*What the task asks*
What follows is a set of entries. Repeat them exactly, but not their pictures.

----

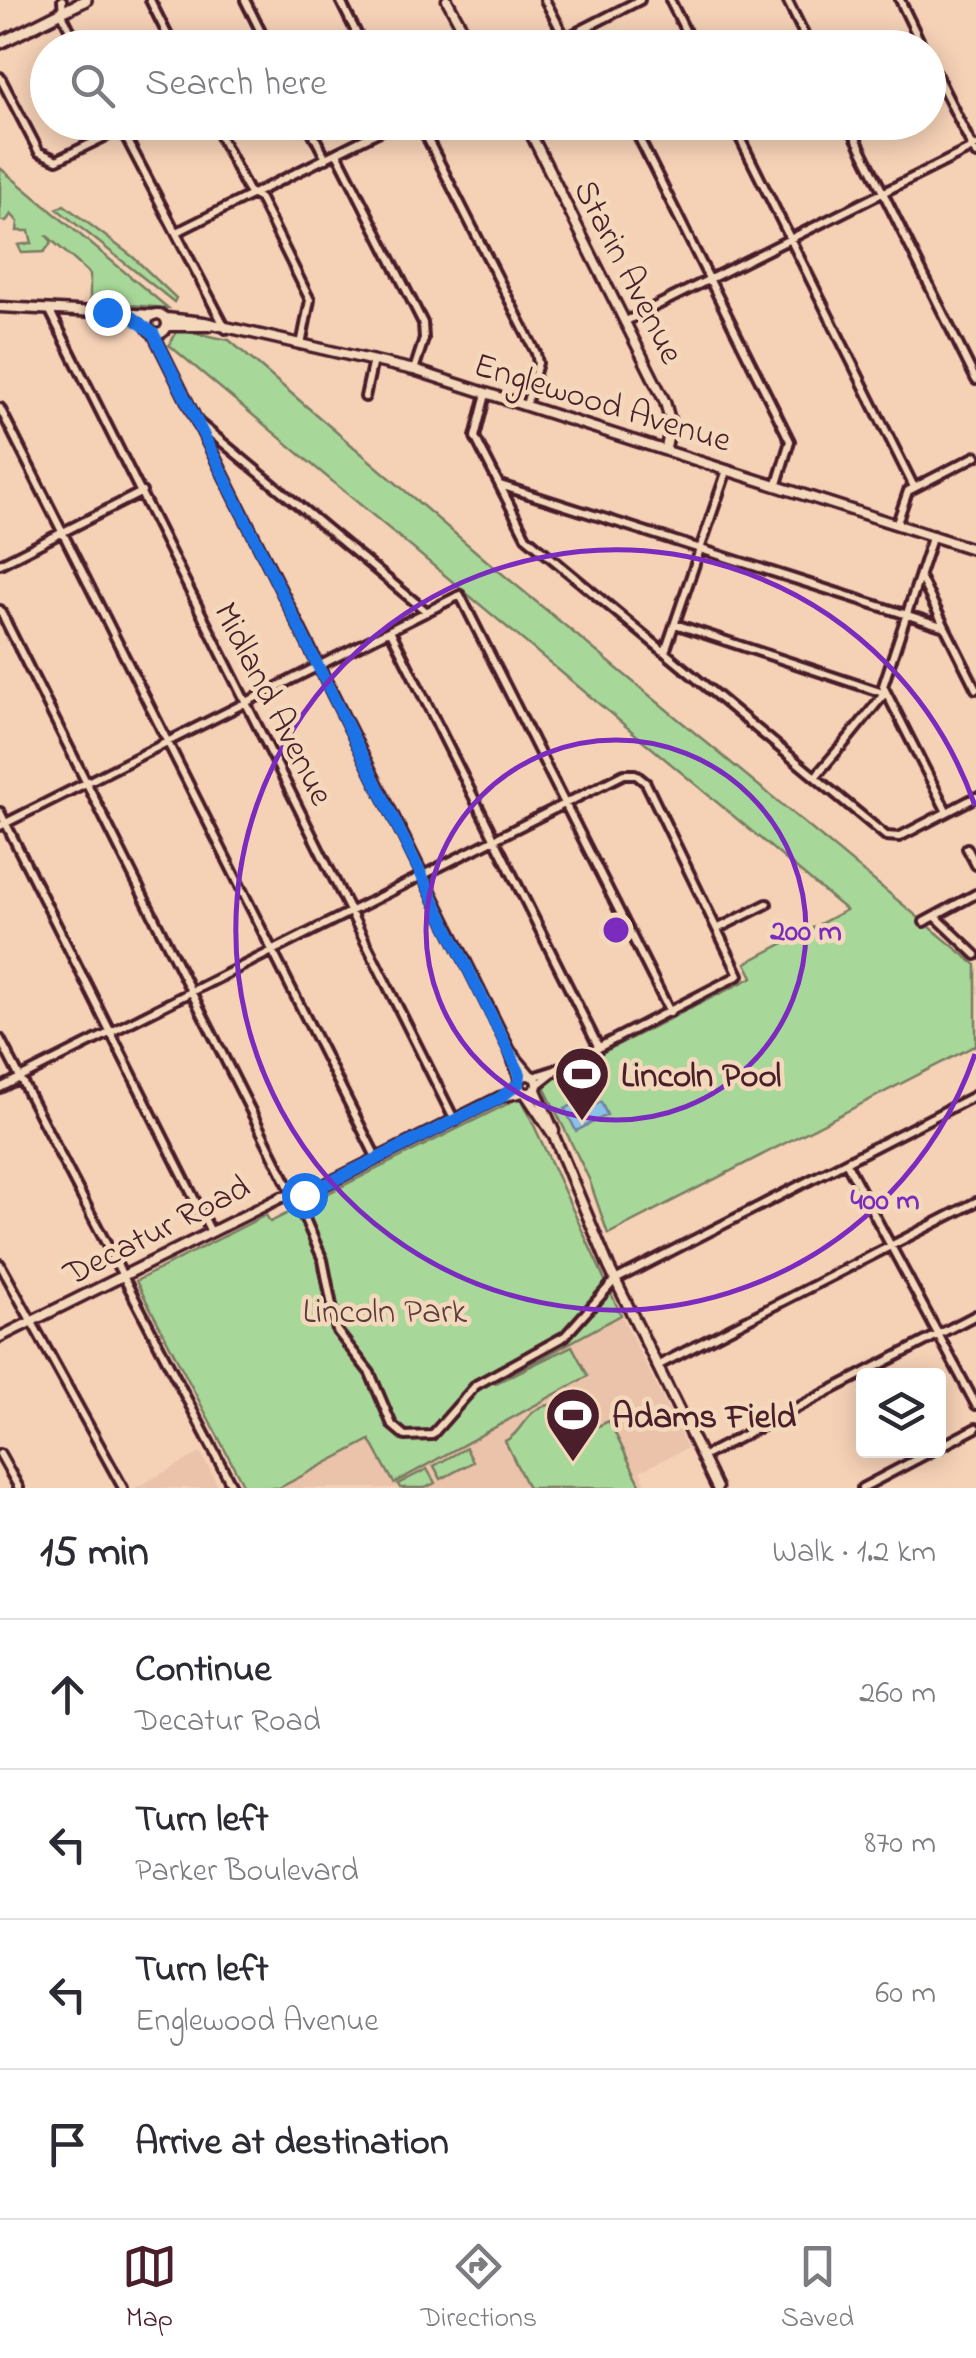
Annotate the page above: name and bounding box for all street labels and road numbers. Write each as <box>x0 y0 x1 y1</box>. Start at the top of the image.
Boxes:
street label: Starin Avenue <box>559 171 695 374</box>
street label: Englewood Avenue <box>467 341 737 468</box>
street label: Midland Avenue <box>199 594 345 815</box>
street label: Decatur Road <box>55 1163 260 1301</box>

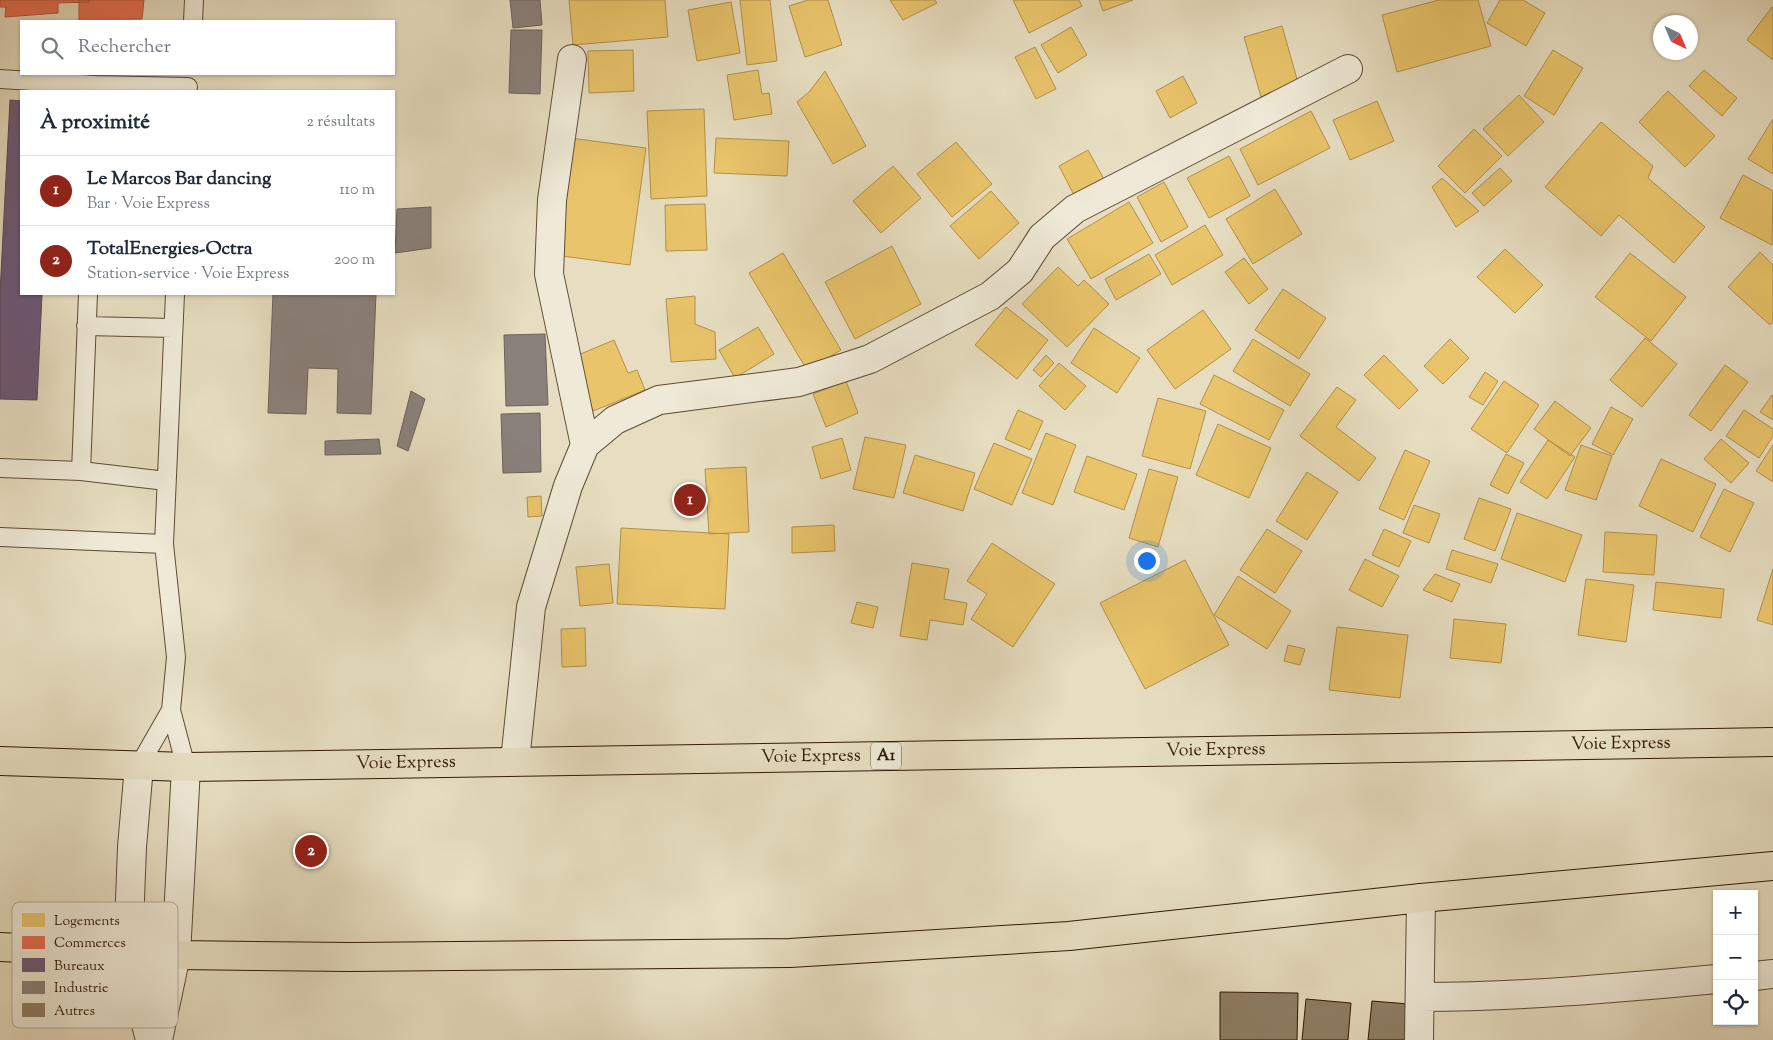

----

*Answer*
Annotate the page above: name and bounding box for all street labels and road numbers. Write each as <box>x0 y0 x1 y1</box>. Start at the top of the image.
Boxes:
street label: Starin Avenue <box>559 171 695 374</box>
street label: Englewood Avenue <box>467 341 737 468</box>
street label: Midland Avenue <box>199 594 345 815</box>
street label: Decatur Road <box>55 1163 260 1301</box>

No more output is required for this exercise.